**EXERCISE:** Without including pictures, set down every record exactly as it stands.

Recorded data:
━━━━━━━━━━━━━━━━━━━━━━━━━━━━━━

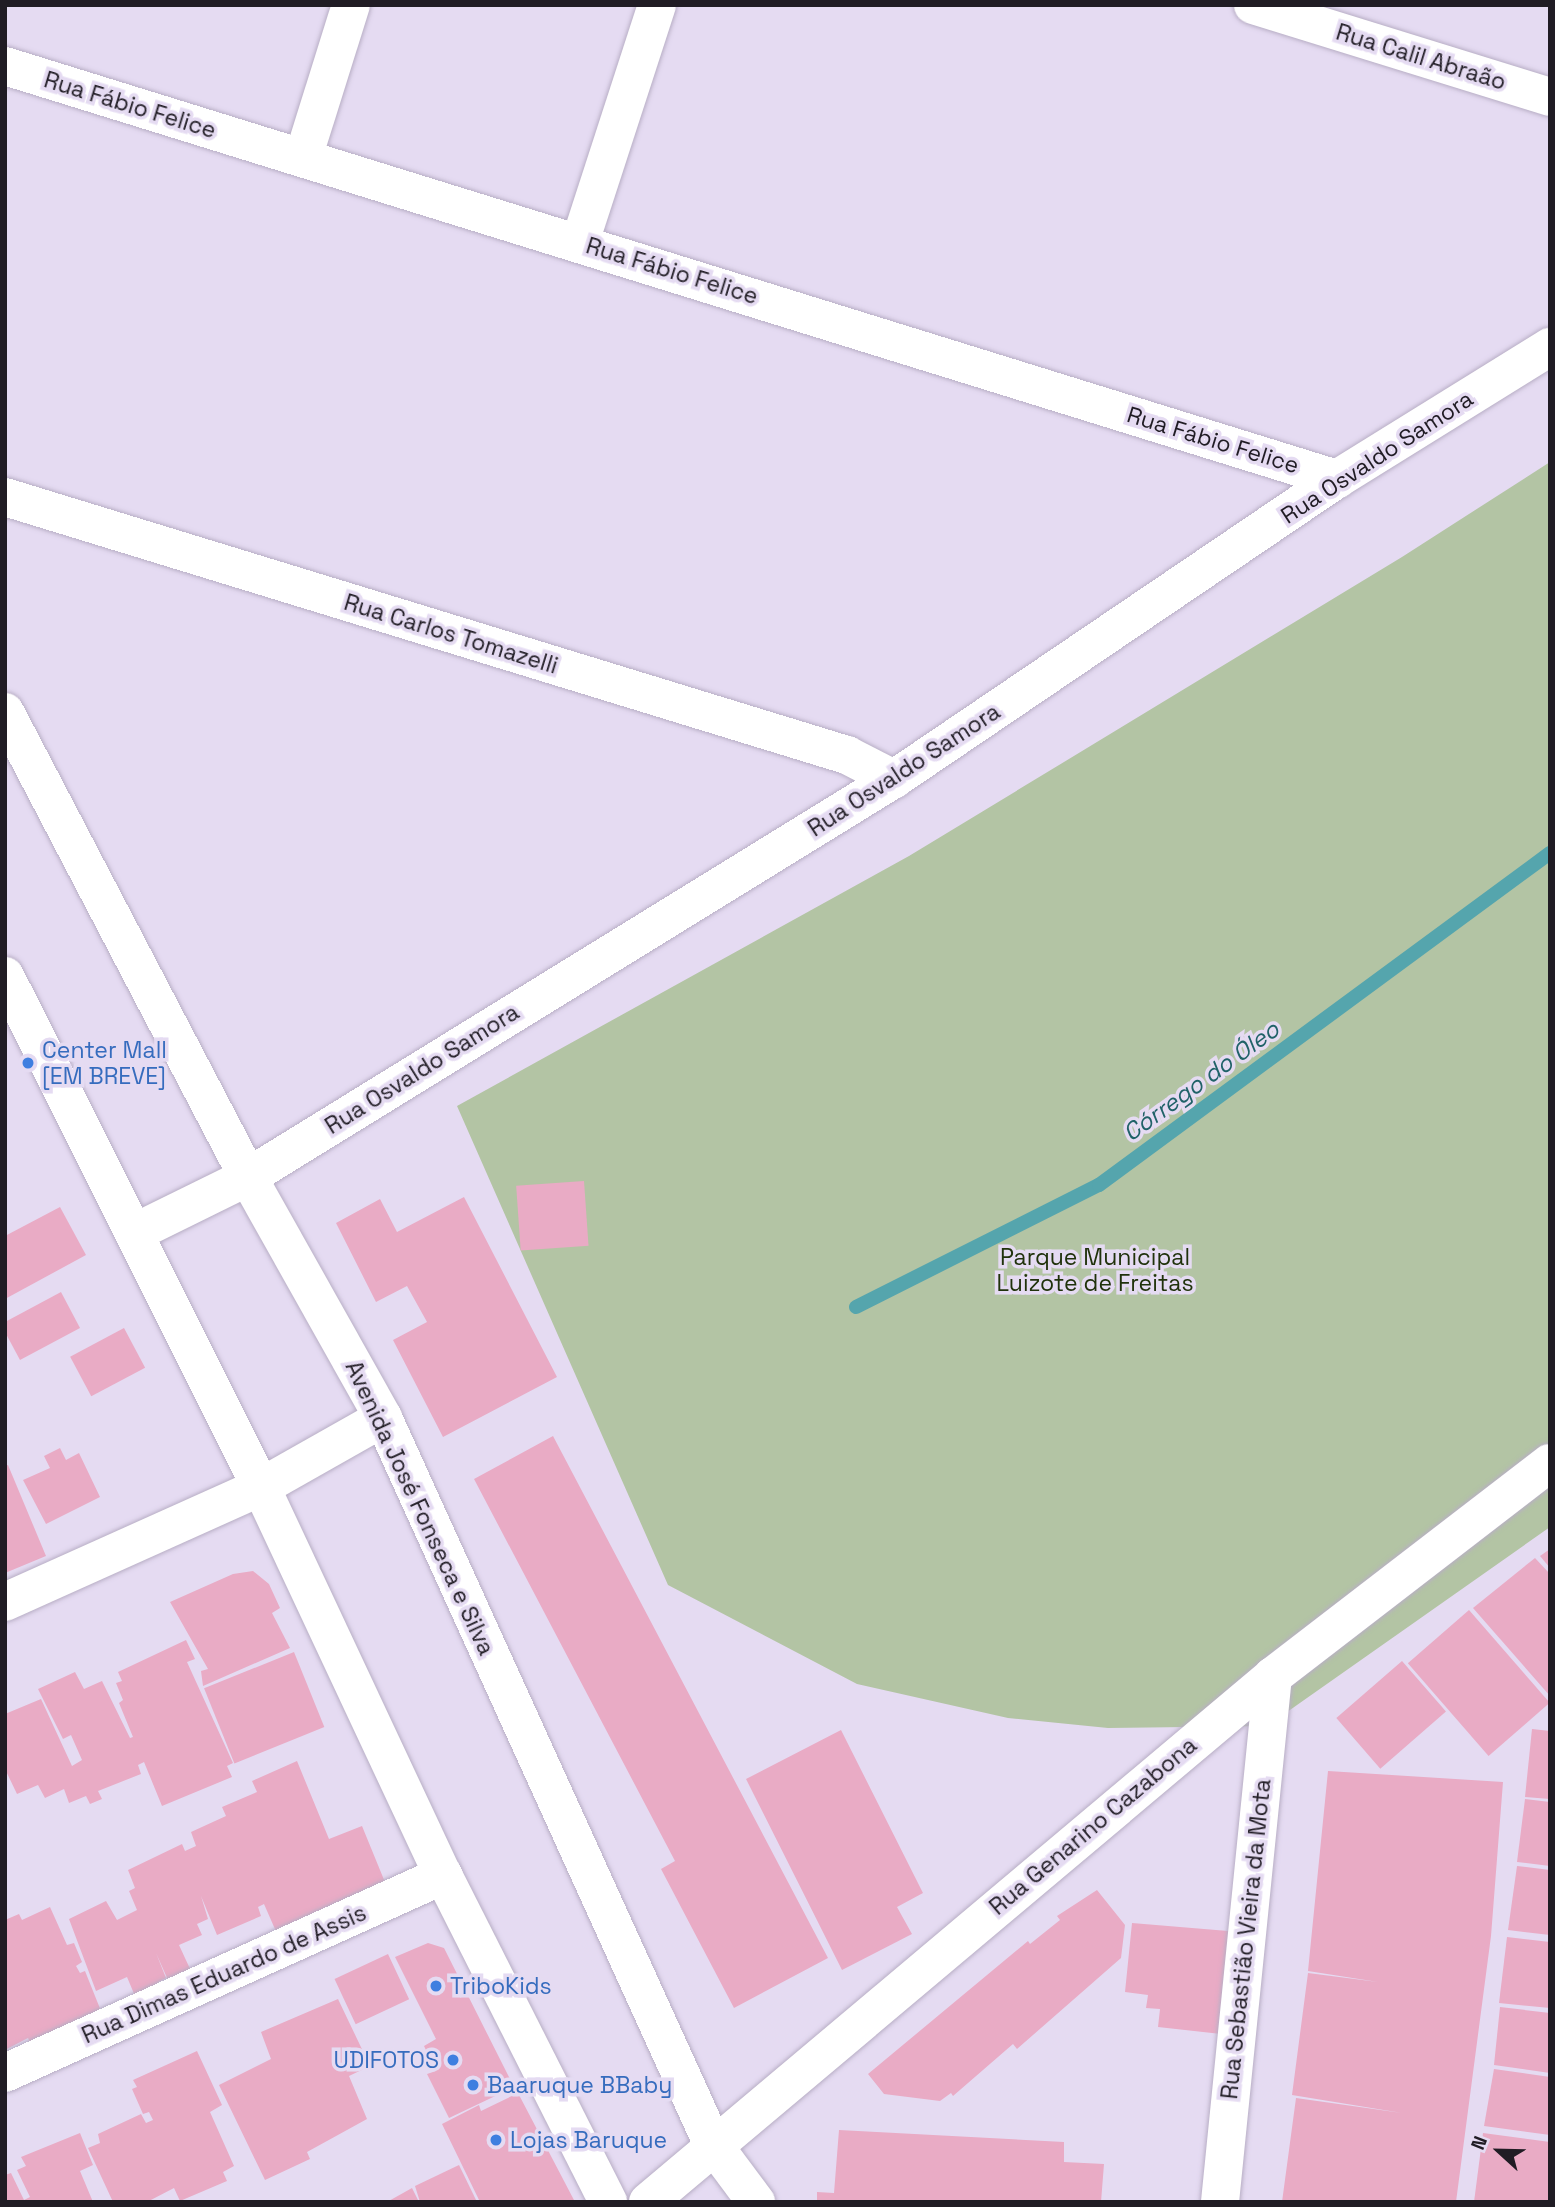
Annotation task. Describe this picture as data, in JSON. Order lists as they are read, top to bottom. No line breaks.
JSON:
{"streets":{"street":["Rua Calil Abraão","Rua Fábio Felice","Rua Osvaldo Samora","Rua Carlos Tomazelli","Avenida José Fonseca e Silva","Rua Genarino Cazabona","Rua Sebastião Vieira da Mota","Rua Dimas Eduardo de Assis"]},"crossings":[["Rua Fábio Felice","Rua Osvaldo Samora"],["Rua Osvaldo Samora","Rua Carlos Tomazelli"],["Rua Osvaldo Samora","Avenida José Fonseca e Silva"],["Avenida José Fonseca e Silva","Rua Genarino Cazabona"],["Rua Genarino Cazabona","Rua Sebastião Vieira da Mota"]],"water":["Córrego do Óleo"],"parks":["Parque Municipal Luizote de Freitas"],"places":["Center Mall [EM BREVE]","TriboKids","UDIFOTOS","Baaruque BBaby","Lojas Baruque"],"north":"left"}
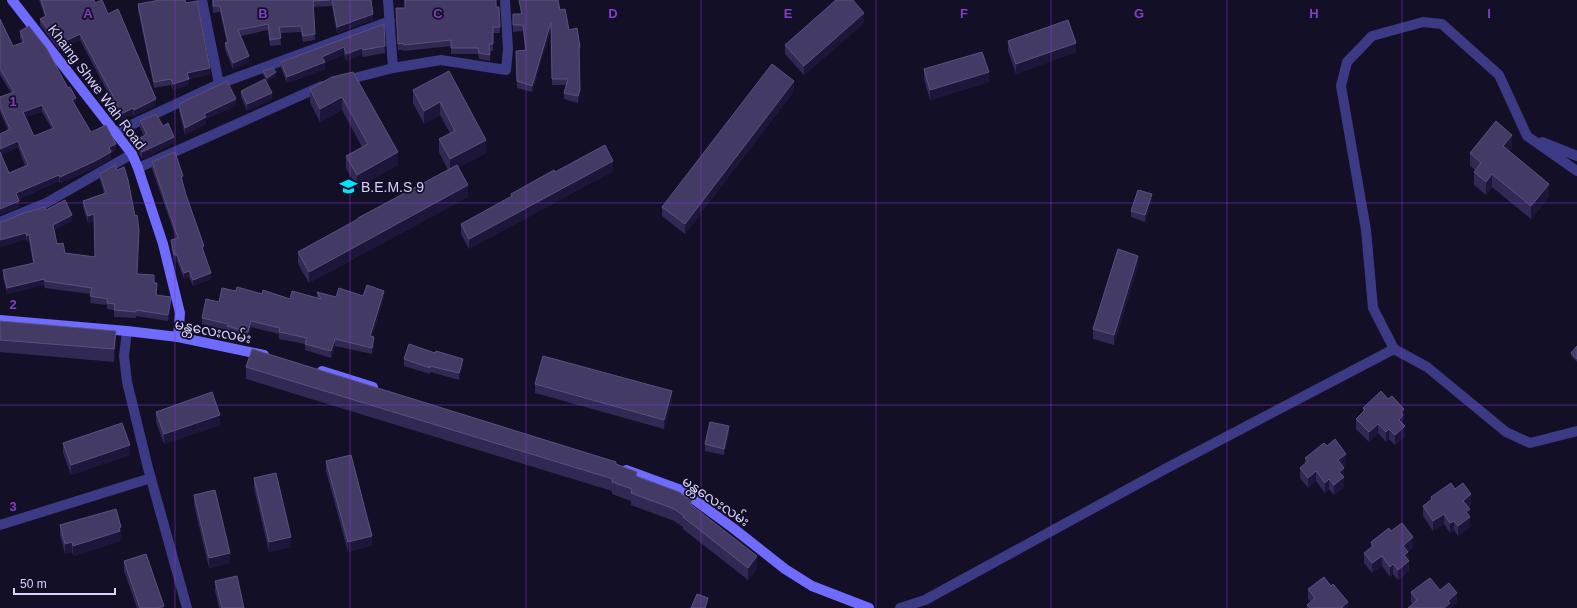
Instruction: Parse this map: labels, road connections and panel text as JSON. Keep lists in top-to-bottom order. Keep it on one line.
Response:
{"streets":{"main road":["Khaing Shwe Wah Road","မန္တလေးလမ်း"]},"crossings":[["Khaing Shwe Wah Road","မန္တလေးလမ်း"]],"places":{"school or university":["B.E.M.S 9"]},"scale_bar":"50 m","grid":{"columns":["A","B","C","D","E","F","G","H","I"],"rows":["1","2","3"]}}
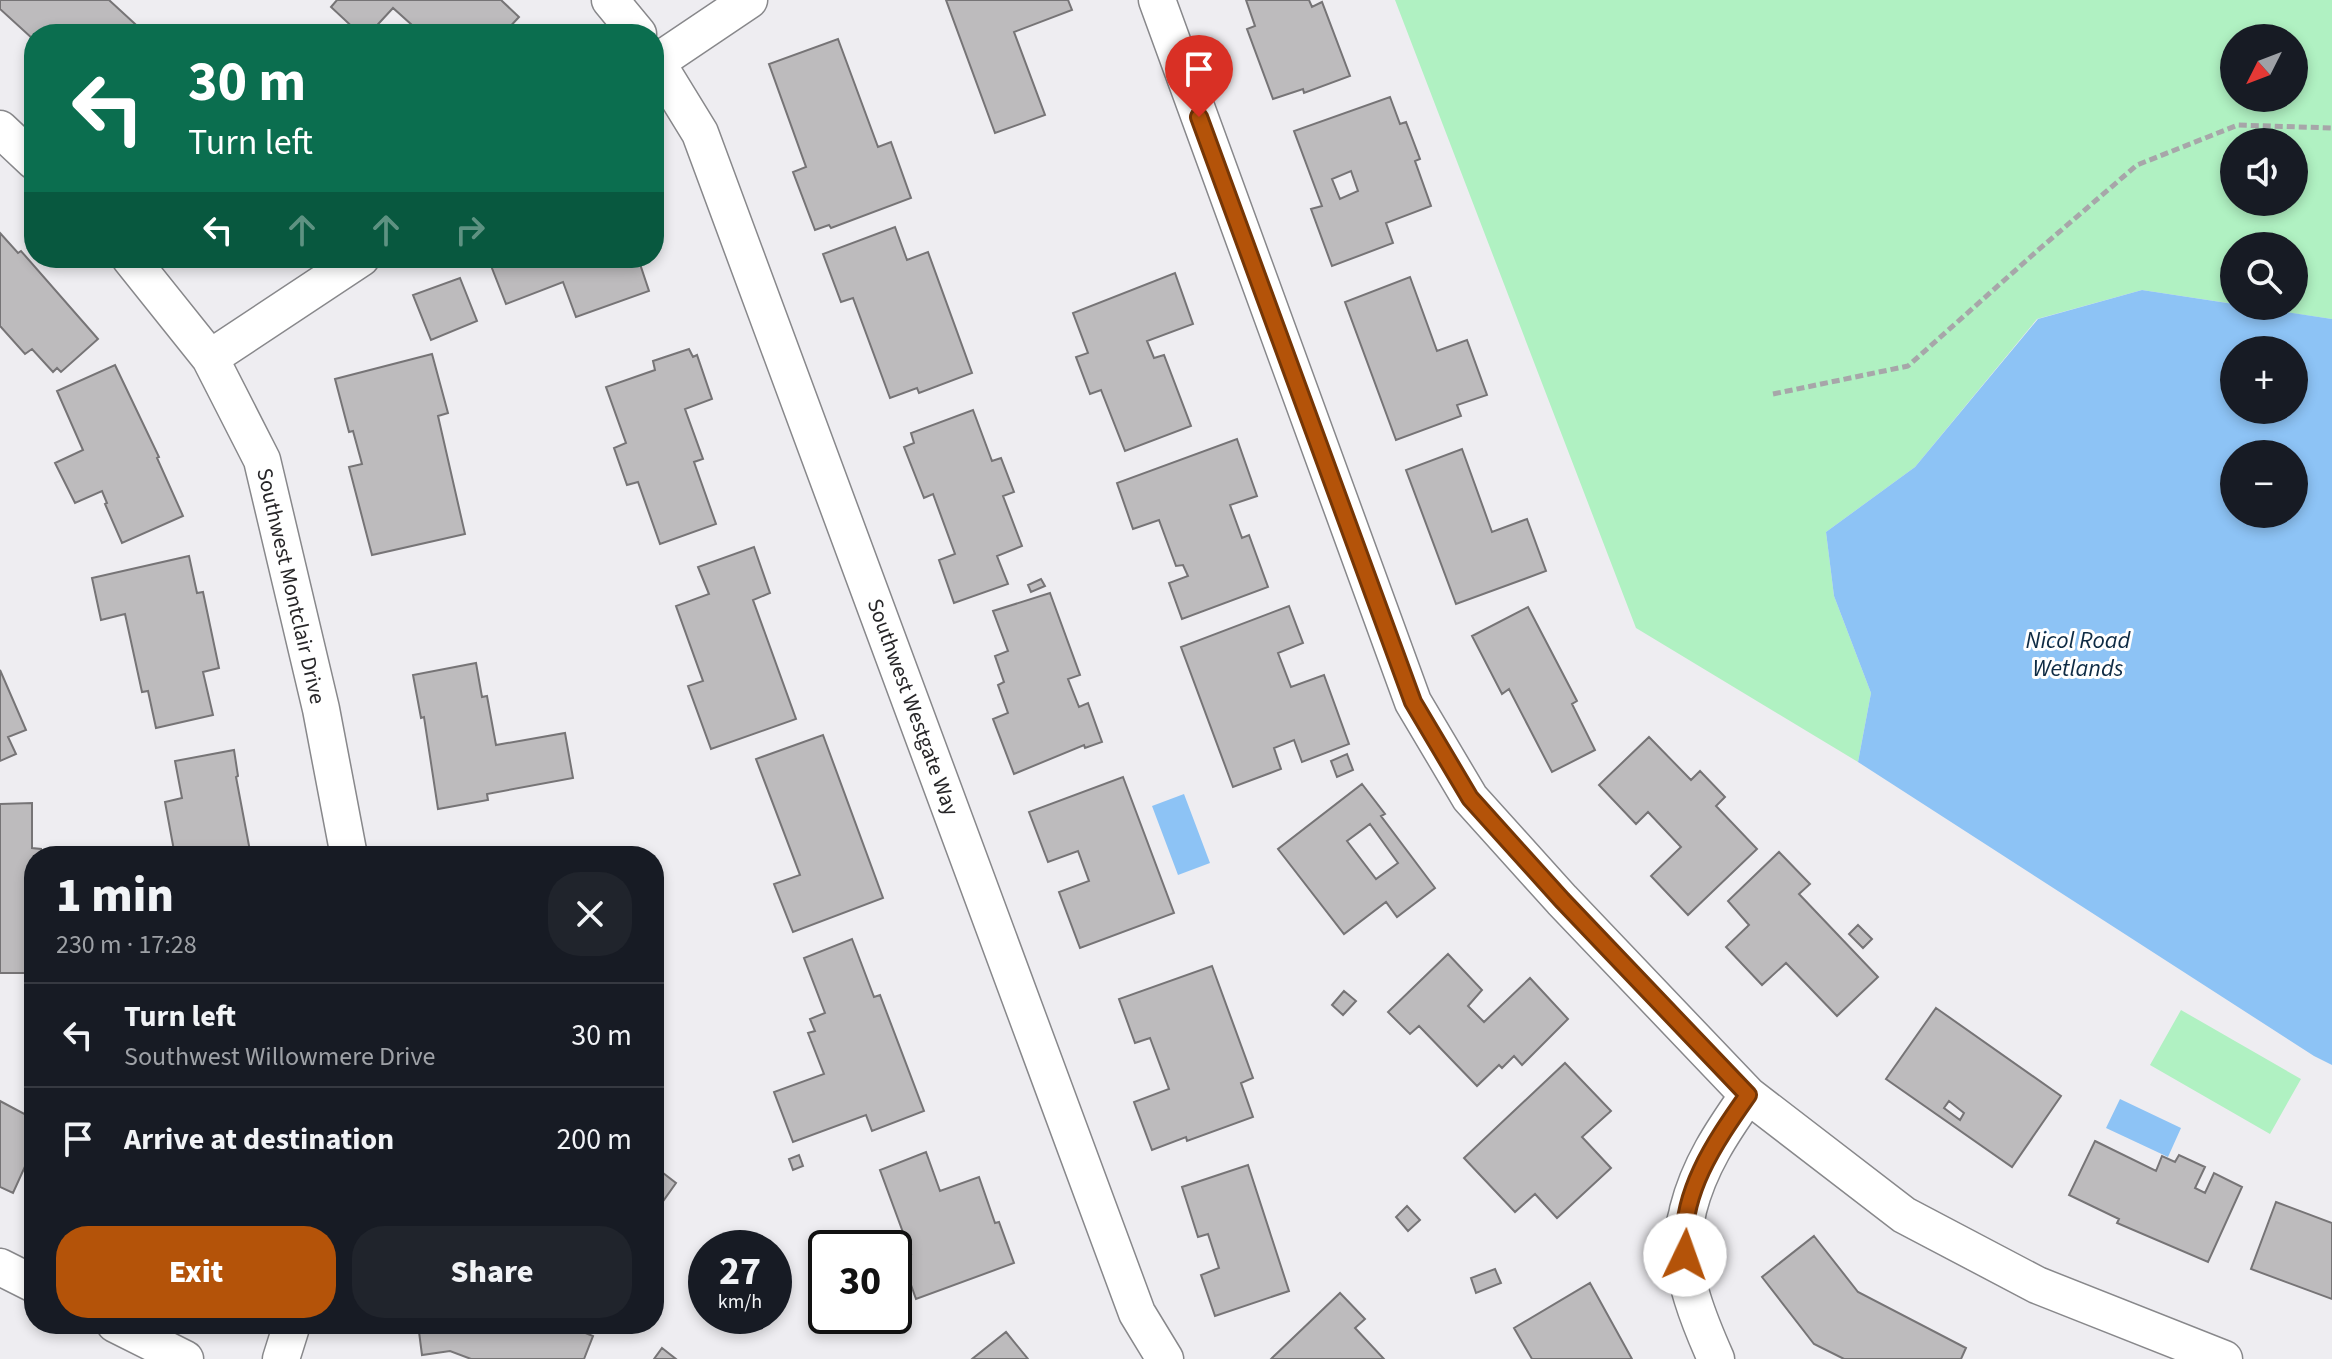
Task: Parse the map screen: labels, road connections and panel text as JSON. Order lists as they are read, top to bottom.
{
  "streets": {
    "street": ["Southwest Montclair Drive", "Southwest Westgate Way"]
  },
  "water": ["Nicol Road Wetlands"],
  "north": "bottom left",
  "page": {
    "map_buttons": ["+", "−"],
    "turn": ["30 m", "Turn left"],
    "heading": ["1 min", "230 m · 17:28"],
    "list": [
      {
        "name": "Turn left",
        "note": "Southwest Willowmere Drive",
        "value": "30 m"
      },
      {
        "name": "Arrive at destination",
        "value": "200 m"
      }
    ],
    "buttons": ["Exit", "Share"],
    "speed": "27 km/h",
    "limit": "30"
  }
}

━━━━━━━━━━━━━━━━━━━━━━━━━━━━━━

**ANSWER:**
Annotation task. Describe this picture as data, in JSON. Order lists as they are read, top to bottom. No line breaks.
JSON:
{"streets":{"street":["Rua Calil Abraão","Rua Fábio Felice","Rua Osvaldo Samora","Rua Carlos Tomazelli","Avenida José Fonseca e Silva","Rua Genarino Cazabona","Rua Sebastião Vieira da Mota","Rua Dimas Eduardo de Assis"]},"crossings":[["Rua Fábio Felice","Rua Osvaldo Samora"],["Rua Osvaldo Samora","Rua Carlos Tomazelli"],["Rua Osvaldo Samora","Avenida José Fonseca e Silva"],["Avenida José Fonseca e Silva","Rua Genarino Cazabona"],["Rua Genarino Cazabona","Rua Sebastião Vieira da Mota"]],"water":["Córrego do Óleo"],"parks":["Parque Municipal Luizote de Freitas"],"places":["Center Mall [EM BREVE]","TriboKids","UDIFOTOS","Baaruque BBaby","Lojas Baruque"],"north":"left"}
Instruction: Parse this map: labels, road connections and panel text as JSON. Keep lists in top-to-bottom order. Keep it on one line.
Response:
{"streets":{"main road":["Khaing Shwe Wah Road","မန္တလေးလမ်း"]},"crossings":[["Khaing Shwe Wah Road","မန္တလေးလမ်း"]],"places":{"school or university":["B.E.M.S 9"]},"scale_bar":"50 m","grid":{"columns":["A","B","C","D","E","F","G","H","I"],"rows":["1","2","3"]}}
Task: Parse the map screen: labels, road connections and panel text as JSON. Order lists as they are read, top to bottom.
{
  "streets": {
    "street": ["Southwest Montclair Drive", "Southwest Westgate Way"]
  },
  "water": ["Nicol Road Wetlands"],
  "north": "bottom left",
  "page": {
    "map_buttons": ["+", "−"],
    "turn": ["30 m", "Turn left"],
    "heading": ["1 min", "230 m · 17:28"],
    "list": [
      {
        "name": "Turn left",
        "note": "Southwest Willowmere Drive",
        "value": "30 m"
      },
      {
        "name": "Arrive at destination",
        "value": "200 m"
      }
    ],
    "buttons": ["Exit", "Share"],
    "speed": "27 km/h",
    "limit": "30"
  }
}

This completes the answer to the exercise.